## Work required:
The expected output is every line below, reproduced exactly.

## Dataset entries:
=== Begin Enclosure ===
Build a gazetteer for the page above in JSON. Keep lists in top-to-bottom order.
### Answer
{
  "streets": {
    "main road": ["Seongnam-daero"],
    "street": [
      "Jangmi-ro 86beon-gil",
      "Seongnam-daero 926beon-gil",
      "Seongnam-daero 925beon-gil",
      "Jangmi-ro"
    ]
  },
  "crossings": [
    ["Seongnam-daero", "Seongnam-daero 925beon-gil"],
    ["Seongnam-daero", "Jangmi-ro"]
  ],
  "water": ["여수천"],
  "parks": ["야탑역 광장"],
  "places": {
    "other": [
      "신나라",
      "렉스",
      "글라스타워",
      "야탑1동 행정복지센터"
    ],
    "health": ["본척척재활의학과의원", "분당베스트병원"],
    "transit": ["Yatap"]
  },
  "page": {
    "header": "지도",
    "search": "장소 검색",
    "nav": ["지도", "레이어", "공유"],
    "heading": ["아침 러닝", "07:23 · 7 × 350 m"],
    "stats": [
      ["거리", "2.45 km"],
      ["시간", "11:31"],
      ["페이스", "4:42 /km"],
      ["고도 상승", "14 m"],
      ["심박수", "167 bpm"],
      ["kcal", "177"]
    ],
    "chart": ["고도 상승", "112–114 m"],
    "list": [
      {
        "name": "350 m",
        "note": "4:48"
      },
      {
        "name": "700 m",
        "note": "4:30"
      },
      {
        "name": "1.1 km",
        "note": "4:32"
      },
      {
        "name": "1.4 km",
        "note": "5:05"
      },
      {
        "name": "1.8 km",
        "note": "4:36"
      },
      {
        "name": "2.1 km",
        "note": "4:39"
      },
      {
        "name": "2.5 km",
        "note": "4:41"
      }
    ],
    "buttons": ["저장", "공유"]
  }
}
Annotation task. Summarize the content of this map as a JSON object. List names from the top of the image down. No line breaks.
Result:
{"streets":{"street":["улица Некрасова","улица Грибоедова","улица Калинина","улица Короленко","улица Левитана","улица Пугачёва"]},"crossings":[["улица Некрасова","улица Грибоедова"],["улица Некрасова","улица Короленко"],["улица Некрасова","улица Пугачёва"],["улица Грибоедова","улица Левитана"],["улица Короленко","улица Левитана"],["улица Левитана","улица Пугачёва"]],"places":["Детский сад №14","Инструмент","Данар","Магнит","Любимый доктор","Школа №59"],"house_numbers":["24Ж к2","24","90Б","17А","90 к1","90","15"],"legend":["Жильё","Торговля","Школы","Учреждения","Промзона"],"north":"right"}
=== End Enclosure ===
## Response to the exercise:
Build a gazetteer for the page above in JSON. Keep lists in top-to-bottom order.
### Answer
{
  "streets": {
    "main road": ["Seongnam-daero"],
    "street": [
      "Jangmi-ro 86beon-gil",
      "Seongnam-daero 926beon-gil",
      "Seongnam-daero 925beon-gil",
      "Jangmi-ro"
    ]
  },
  "crossings": [
    ["Seongnam-daero", "Seongnam-daero 925beon-gil"],
    ["Seongnam-daero", "Jangmi-ro"]
  ],
  "water": ["여수천"],
  "parks": ["야탑역 광장"],
  "places": {
    "other": [
      "신나라",
      "렉스",
      "글라스타워",
      "야탑1동 행정복지센터"
    ],
    "health": ["본척척재활의학과의원", "분당베스트병원"],
    "transit": ["Yatap"]
  },
  "page": {
    "header": "지도",
    "search": "장소 검색",
    "nav": ["지도", "레이어", "공유"],
    "heading": ["아침 러닝", "07:23 · 7 × 350 m"],
    "stats": [
      ["거리", "2.45 km"],
      ["시간", "11:31"],
      ["페이스", "4:42 /km"],
      ["고도 상승", "14 m"],
      ["심박수", "167 bpm"],
      ["kcal", "177"]
    ],
    "chart": ["고도 상승", "112–114 m"],
    "list": [
      {
        "name": "350 m",
        "note": "4:48"
      },
      {
        "name": "700 m",
        "note": "4:30"
      },
      {
        "name": "1.1 km",
        "note": "4:32"
      },
      {
        "name": "1.4 km",
        "note": "5:05"
      },
      {
        "name": "1.8 km",
        "note": "4:36"
      },
      {
        "name": "2.1 km",
        "note": "4:39"
      },
      {
        "name": "2.5 km",
        "note": "4:41"
      }
    ],
    "buttons": ["저장", "공유"]
  }
}
Annotation task. Summarize the content of this map as a JSON object. List names from the top of the image down. No line breaks.
Result:
{"streets":{"street":["улица Некрасова","улица Грибоедова","улица Калинина","улица Короленко","улица Левитана","улица Пугачёва"]},"crossings":[["улица Некрасова","улица Грибоедова"],["улица Некрасова","улица Короленко"],["улица Некрасова","улица Пугачёва"],["улица Грибоедова","улица Левитана"],["улица Короленко","улица Левитана"],["улица Левитана","улица Пугачёва"]],"places":["Детский сад №14","Инструмент","Данар","Магнит","Любимый доктор","Школа №59"],"house_numbers":["24Ж к2","24","90Б","17А","90 к1","90","15"],"legend":["Жильё","Торговля","Школы","Учреждения","Промзона"],"north":"right"}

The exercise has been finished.